Please give again, word for word, the lines that lie between the start of the listing below and the line with "filter:drop-shadow(0 0 1px", both included.

*** Begin section ***

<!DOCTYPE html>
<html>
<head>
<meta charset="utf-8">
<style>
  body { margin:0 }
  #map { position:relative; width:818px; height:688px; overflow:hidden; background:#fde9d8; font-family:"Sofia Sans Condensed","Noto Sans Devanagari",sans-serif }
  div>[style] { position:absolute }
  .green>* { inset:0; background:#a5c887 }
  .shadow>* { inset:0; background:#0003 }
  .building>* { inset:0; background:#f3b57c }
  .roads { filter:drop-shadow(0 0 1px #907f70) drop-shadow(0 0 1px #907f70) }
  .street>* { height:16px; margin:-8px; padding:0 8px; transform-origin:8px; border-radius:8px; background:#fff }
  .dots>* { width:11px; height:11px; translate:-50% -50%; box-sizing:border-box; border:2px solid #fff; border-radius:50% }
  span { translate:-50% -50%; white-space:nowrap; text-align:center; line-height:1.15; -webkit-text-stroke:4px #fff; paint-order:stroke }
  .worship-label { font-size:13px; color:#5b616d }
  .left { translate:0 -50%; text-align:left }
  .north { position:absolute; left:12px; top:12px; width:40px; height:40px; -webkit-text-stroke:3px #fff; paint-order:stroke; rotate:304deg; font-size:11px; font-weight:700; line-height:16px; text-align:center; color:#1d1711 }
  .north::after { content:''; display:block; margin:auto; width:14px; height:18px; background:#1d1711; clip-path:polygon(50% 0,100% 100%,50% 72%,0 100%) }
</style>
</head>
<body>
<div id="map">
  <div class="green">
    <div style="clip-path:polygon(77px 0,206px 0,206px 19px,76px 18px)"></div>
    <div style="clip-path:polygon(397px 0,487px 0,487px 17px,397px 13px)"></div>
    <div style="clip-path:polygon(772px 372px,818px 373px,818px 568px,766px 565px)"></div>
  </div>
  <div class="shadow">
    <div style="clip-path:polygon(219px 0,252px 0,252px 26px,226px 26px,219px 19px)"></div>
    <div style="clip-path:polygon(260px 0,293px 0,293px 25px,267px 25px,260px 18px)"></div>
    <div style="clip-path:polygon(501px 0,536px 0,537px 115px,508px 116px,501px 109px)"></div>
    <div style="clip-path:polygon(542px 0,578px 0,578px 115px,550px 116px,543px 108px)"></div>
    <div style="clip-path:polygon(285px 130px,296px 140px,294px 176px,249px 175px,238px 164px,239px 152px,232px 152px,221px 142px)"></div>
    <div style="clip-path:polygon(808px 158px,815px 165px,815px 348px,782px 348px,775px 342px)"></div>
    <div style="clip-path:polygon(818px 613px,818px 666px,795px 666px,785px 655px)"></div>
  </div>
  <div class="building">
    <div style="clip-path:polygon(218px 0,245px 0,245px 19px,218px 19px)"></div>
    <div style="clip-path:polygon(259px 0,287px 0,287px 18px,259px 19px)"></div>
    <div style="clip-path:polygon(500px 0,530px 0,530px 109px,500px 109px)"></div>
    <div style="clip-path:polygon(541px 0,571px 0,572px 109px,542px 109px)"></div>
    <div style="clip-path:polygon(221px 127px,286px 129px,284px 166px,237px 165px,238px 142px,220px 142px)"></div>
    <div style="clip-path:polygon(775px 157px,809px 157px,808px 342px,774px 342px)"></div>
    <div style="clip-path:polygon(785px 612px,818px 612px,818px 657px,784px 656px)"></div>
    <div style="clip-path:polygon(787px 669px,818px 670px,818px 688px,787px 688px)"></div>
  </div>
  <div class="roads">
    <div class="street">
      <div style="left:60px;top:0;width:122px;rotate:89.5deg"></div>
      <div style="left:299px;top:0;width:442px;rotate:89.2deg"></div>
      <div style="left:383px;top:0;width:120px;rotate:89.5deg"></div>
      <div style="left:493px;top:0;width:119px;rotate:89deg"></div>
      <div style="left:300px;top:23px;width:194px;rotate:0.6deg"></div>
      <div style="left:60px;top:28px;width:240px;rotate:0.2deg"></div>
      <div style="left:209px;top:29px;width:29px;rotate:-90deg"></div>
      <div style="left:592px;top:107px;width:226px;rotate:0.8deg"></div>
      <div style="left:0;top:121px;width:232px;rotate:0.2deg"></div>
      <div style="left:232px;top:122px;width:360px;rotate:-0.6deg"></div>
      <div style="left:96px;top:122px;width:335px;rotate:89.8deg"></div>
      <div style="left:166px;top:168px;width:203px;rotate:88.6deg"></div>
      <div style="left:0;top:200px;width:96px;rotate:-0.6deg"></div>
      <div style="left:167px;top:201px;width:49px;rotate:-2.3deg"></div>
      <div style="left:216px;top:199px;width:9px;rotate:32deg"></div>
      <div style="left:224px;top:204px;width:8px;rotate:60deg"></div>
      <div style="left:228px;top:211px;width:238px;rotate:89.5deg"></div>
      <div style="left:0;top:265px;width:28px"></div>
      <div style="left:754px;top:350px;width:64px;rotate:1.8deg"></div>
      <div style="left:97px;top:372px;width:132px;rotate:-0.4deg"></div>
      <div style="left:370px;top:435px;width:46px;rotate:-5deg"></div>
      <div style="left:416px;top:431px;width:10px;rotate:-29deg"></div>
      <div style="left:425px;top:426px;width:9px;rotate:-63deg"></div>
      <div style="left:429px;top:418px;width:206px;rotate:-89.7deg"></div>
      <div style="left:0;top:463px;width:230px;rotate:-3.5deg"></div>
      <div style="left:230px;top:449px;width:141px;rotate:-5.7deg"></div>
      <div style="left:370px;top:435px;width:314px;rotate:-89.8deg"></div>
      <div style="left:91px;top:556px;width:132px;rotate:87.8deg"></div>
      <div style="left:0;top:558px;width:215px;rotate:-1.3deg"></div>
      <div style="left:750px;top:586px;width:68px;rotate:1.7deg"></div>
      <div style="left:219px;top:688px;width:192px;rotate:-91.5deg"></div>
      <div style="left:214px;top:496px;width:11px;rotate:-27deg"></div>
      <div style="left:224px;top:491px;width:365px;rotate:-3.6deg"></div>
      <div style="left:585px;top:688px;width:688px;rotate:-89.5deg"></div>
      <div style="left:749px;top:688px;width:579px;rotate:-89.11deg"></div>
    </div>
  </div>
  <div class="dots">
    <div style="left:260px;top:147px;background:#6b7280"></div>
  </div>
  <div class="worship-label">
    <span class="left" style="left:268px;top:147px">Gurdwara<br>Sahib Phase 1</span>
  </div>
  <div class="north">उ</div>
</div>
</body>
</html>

*** End section ***

| Result for this exercise |
<!DOCTYPE html>
<html>
<head>
<meta charset="utf-8">
<style>
  body { margin:0 }
  #map { position:relative; width:818px; height:688px; overflow:hidden; background:#fde9d8; font-family:"Sofia Sans Condensed","Noto Sans Devanagari",sans-serif }
  div>[style] { position:absolute }
  .green>* { inset:0; background:#a5c887 }
  .shadow>* { inset:0; background:#0003 }
  .building>* { inset:0; background:#f3b57c }
  .roads { filter:drop-shadow(0 0 1px #907f70) drop-shadow(0 0 1px #907f70) }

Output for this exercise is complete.